But 150 civil rights and faith groups want the federal government to do just that.

In a letter Friday to Attorney General Eric Holder, the groups said there is enough circumstantial evidence to “warrant a federal hate crime investigation” into the deaths of Deah Shaddy Barakat, 23, his wife Yusor Mohammed, 21, and her 19-year-old sister Razan Abu-Salha.

Such a step would be important to those victims’ families, as well as many other Muslims across the United States, states the letter, which is signed by a number of Islamic and Arab organizations plus Jewish, Sikh, Asian-American and other groups.

“Federal leadership is necessary in this case in order to send the strongest message to the public that acts of violence like these have no place in civil society and will be prosecuted to the fullest extent of the law,” the groups write. “…As American Muslims and those perceived to be Muslim now, more than ever, fear for their safety, the American people need to hear a strong message our nation’s chief law enforcement officer.”

They aren’t the only ones demanding action from Washington. The story has also gotten traction internationally, with Turkish President Recep Tayyip Erdogan saying he has called President Barack Obama, Vice President Joe Biden and Secretary of State John Kerry about it.

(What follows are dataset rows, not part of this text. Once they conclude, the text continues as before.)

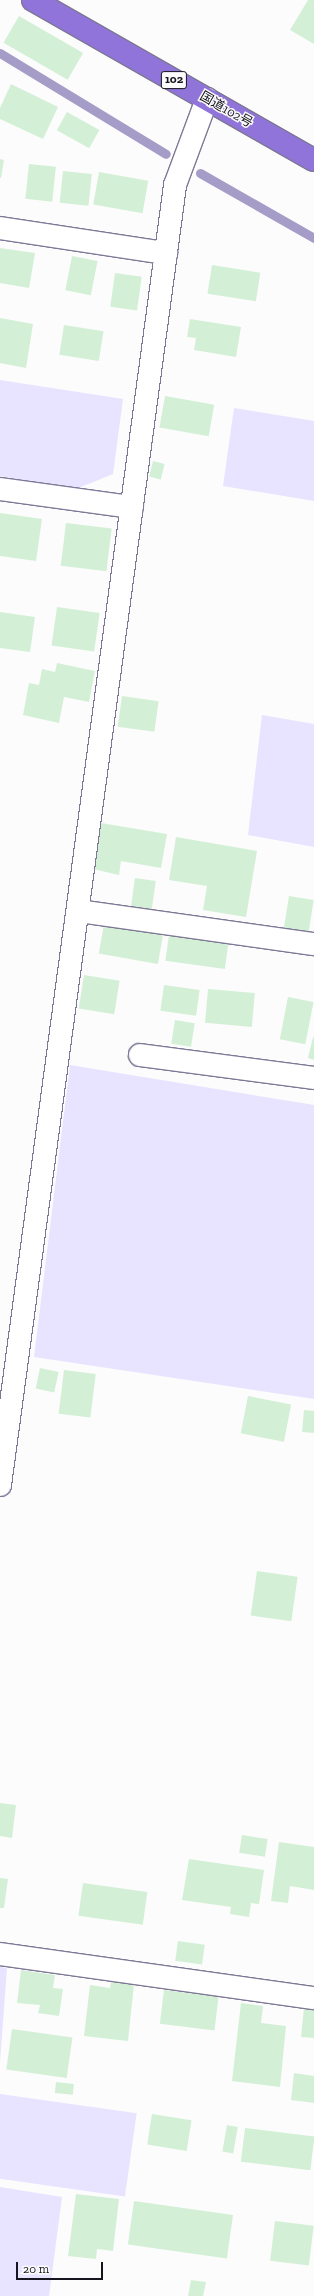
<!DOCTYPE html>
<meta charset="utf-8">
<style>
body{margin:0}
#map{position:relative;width:314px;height:2296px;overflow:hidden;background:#fcfcfc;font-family:"Zilla Slab","Noto Sans JP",serif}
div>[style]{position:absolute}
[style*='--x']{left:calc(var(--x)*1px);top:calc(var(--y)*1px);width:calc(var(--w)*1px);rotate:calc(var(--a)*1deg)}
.green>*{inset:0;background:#e8e3ff;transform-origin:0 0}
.stream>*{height:9px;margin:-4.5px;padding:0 4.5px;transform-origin:4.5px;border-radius:4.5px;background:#a59cc8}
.building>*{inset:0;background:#d3f0d6;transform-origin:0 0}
.roads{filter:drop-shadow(1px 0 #7e7896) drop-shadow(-1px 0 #7e7896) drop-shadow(0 1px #7e7896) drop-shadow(0 -1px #7e7896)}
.minor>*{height:22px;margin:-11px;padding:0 11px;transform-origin:11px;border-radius:11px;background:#fff}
.highway>*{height:22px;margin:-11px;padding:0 11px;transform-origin:11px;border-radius:11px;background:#9074da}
span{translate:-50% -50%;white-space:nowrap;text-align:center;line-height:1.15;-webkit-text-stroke:3px #fcfcfc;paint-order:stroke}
.shield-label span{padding:1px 3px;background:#fcfcfc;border:1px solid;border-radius:3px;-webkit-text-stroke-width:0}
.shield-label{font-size:12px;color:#16141f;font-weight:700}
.street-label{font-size:13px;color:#16141f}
.scale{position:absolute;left:16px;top:2262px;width:87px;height:18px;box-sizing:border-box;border:2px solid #16141f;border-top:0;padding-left:5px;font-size:12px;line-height:14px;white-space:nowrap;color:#16141f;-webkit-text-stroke:3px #fcfcfc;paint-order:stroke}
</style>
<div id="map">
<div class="green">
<i style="clip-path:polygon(0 380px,123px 399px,113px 474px,76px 489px,0 476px)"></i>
<i style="clip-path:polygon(234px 408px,314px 421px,314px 501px,223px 486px)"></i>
<i style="clip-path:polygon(262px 715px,314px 724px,314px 847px,248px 835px)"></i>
<i style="clip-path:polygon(70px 1065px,314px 1105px,314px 1399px,34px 1357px)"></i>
<i style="clip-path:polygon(0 1967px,7px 1968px,0 2062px)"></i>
<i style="left:0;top:2094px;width:138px;height:84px;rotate:8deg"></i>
<i style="clip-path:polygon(0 2187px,62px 2197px,49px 2296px,0 2296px)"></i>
</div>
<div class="stream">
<i style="--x:0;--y:53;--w:194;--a:31.3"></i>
<i style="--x:200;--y:173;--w:131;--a:29.7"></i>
</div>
<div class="building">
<i style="clip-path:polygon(308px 0,314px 0,314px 44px,290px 30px)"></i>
<i style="left:19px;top:16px;width:74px;height:31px;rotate:30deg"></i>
<i style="clip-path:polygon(11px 84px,58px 107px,43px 139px,0 119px,0 108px)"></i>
<i style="left:67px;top:112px;width:37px;height:21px;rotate:29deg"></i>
<i style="clip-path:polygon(0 159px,4px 160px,1px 178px,0 178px)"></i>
<i style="left:29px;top:164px;width:27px;height:35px;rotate:6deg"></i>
<i style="left:63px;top:171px;width:29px;height:32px;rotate:6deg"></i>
<i style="left:99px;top:172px;width:50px;height:33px;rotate:10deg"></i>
<i style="clip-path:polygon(0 248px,35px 253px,29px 288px,0 283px)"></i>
<i style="left:72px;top:256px;width:26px;height:35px;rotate:11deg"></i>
<i style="left:212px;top:265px;width:49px;height:29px;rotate:9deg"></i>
<i style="left:115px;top:273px;width:27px;height:34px;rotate:8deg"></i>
<i style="clip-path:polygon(0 318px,33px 324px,26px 368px,0 363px)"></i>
<i style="clip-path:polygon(190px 319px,241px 327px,236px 357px,194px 350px,196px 338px,187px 337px)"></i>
<i style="left:64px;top:325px;width:40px;height:30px;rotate:9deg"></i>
<i style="left:165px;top:396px;width:50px;height:32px;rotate:10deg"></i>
<i style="left:153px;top:461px;width:12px;height:16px;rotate:14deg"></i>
<i style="clip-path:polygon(0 513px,42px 519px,36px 561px,0 556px)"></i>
<i style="left:66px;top:523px;width:46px;height:43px;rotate:7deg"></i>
<i style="left:57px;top:607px;width:43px;height:39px;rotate:8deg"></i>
<i style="clip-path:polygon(0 612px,35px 617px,30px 652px,0 648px)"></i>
<i style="clip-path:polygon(57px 663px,95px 671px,89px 702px,64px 697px,59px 723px,23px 715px,29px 683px,39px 685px,42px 669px,55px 672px)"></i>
<i style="left:122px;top:696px;width:37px;height:31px;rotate:8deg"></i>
<i style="clip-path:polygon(101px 823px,167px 834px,161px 868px,121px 861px,119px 875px,93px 869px)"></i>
<i style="clip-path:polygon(176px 837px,257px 851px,246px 917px,203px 910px,207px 886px,169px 880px)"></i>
<i style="left:135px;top:878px;width:21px;height:29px;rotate:8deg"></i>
<i style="left:289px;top:896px;width:25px;height:33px;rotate:9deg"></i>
<i style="left:104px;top:924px;width:60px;height:30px;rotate:10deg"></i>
<i style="left:169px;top:935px;width:60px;height:26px;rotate:8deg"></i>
<i style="left:84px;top:975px;width:36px;height:34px;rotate:9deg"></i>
<i style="left:164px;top:985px;width:36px;height:26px;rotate:8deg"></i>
<i style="left:208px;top:989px;width:47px;height:34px;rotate:5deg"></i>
<i style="left:288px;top:997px;width:26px;height:43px;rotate:11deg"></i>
<i style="left:175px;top:1020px;width:20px;height:24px;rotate:9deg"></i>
<i style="clip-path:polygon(313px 1037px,314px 1038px,314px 1060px,308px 1058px)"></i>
<i style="left:40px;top:1368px;width:19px;height:21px;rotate:12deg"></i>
<i style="left:64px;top:1370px;width:32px;height:44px;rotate:7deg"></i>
<i style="left:248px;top:1396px;width:44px;height:38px;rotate:11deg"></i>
<i style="clip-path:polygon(304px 1410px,314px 1411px,314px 1433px,302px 1432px)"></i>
<i style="left:257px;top:1571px;width:41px;height:45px;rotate:8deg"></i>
<i style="clip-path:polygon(0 1803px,16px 1805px,12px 1838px,0 1836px)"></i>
<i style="left:242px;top:1835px;width:26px;height:18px;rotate:9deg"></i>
<i style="clip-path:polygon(279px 1842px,314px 1847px,314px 1890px,290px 1886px,288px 1903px,271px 1901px)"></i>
<i style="clip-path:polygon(189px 1859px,264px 1870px,259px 1904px,251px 1903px,249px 1917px,230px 1914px,231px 1907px,182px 1900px)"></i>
<i style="clip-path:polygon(0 1878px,8px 1879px,4px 1908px,0 1908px)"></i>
<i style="left:83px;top:1883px;width:65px;height:33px;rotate:8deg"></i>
<i style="left:178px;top:1941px;width:27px;height:20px;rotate:8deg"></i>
<i style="clip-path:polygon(21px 1970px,55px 1975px,53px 1988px,63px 1989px,59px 2016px,38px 2013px,40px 2005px,17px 2003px)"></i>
<i style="clip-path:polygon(111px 1981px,134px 1984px,128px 2041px,84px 2036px,90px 1985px,110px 1988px)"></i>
<i style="left:164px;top:1990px;width:55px;height:34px;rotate:7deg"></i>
<i style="clip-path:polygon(241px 2003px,263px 2006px,261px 2023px,286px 2026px,280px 2087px,232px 2081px)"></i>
<i style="clip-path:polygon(304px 2007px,314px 2009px,314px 2038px,301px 2037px)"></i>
<i style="left:12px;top:2029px;width:61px;height:41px;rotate:8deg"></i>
<i style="clip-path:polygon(294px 2073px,314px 2076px,314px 2103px,291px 2100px)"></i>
<i style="left:56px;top:2082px;width:18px;height:11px;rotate:6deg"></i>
<i style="left:152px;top:2114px;width:40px;height:31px;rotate:9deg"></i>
<i style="left:227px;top:2125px;width:11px;height:27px;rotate:10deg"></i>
<i style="left:245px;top:2128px;width:70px;height:34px;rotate:7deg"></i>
<i style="clip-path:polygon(76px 2194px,119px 2199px,113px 2251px,97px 2249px,96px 2259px,68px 2256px)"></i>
<i style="left:134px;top:2201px;width:100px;height:44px;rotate:8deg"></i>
<i style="left:275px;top:2221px;width:39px;height:40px;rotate:7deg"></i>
<i style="clip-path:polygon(191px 2280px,206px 2282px,203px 2296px,188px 2296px)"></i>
</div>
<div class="roads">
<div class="minor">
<i style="--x:0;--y:228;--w:168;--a:8.6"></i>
<i style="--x:0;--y:489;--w:133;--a:7.8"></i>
<i style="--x:78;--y:911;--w:238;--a:8"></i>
<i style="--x:140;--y:1055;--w:176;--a:7.5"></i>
<i style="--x:0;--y:1485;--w:1312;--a:-82.33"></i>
<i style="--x:175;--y:185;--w:92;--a:-69.6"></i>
<i style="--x:0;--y:1954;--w:317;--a:8"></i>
</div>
<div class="highway">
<i style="--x:33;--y:0;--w:323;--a:29.7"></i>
</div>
</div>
<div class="shield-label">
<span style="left:174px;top:80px">102</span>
</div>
<div class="street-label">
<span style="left:226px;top:110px;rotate:30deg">国道102号</span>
</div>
<div class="scale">20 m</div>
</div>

President Obama, Mr. Kerry, (Vice President) Biden, at this point have not made any declaration of respect,” Erdogan said. “This is telling … And if you stay silent when faced with an incident like this and don’t make a statement, the world will stay silent towards you.”

Friend: ‘No one should die like that’

It’s not just that these three died Tuesday in the college town of Chapel Hill, but how — in what appears to be a summary execution, with shots fired to their heads.

There’s not a lot of question about the suspect: A neighbor of the three victims, 46-year-old Craig Stephen Hicks, turned himself in to police the same night and has been charged with murder.

The bigger question is why the were killed.

Many of the victims’ friends and relatives gathered Thursday for their funerals and for candlelight vigils on college campuses such as North Carolina State University in Raleigh, which is where Barakat met his future wife, and where she and her sister went to school.

“These three people, as young as they were, were a source of inspiration, warmth and light for our community,” said one woman speaking at the vigil.

That’s how Nada Salem knew them. They weren’t just Muslims, she said of her friends, but “three good people that died.”

“No one should die like that,” Salem told CNN’s “New Day,” “especially when you’re that great.”

Victim said neighbor carried gun when complaining over noise

Mohammad Abu-Salha — the father of the two slain women — thinks their deaths were a hate crime. The problems started not when Barakat lived in the condo by himself but when Yusor Mohammad, who wears a hijab, moved in.

He said his daughter told him, referring to the neighbor, “Daddy, I think he hates us for who we are and how we look.”

Yusor Mohammad’s good friend, Amira Ata, agrees that something doesn’t add up.

“If he went and maybe killed all the neighbors, maybe then we can be like, ‘Oh, he has an issue,'” she told CNN, and she recalled one time Yusor Mohammed told her about the neighbor coming over with a gun to complain about noise.

“We were completely shocked because it’s not normal for you have to have a disagreement of some sort with your neighbor and for you to go over there with a gun,” Ata said.

“They were our friends, and we feel like they were targeted for a reason,” she said.

Suspect’s wife: Shooting has to do with parking, not religion

Police said Hicks has no prior criminal record and is cooperating with the investigation.

Rob Maitland, the lawyer for Hicks’ wife, Karen, said the shooting “highlights the importance of access to mental health care services.”

Karen Hicks, who has been in the process of divorce, said her husband had been at odds with various neighbors of various backgrounds over parking. That’s what this is about, she says, contending that what happened is not a hate crime.

She said, “I can say with my absolute belief that this incident had nothing to do with religion or the victims’ faith.”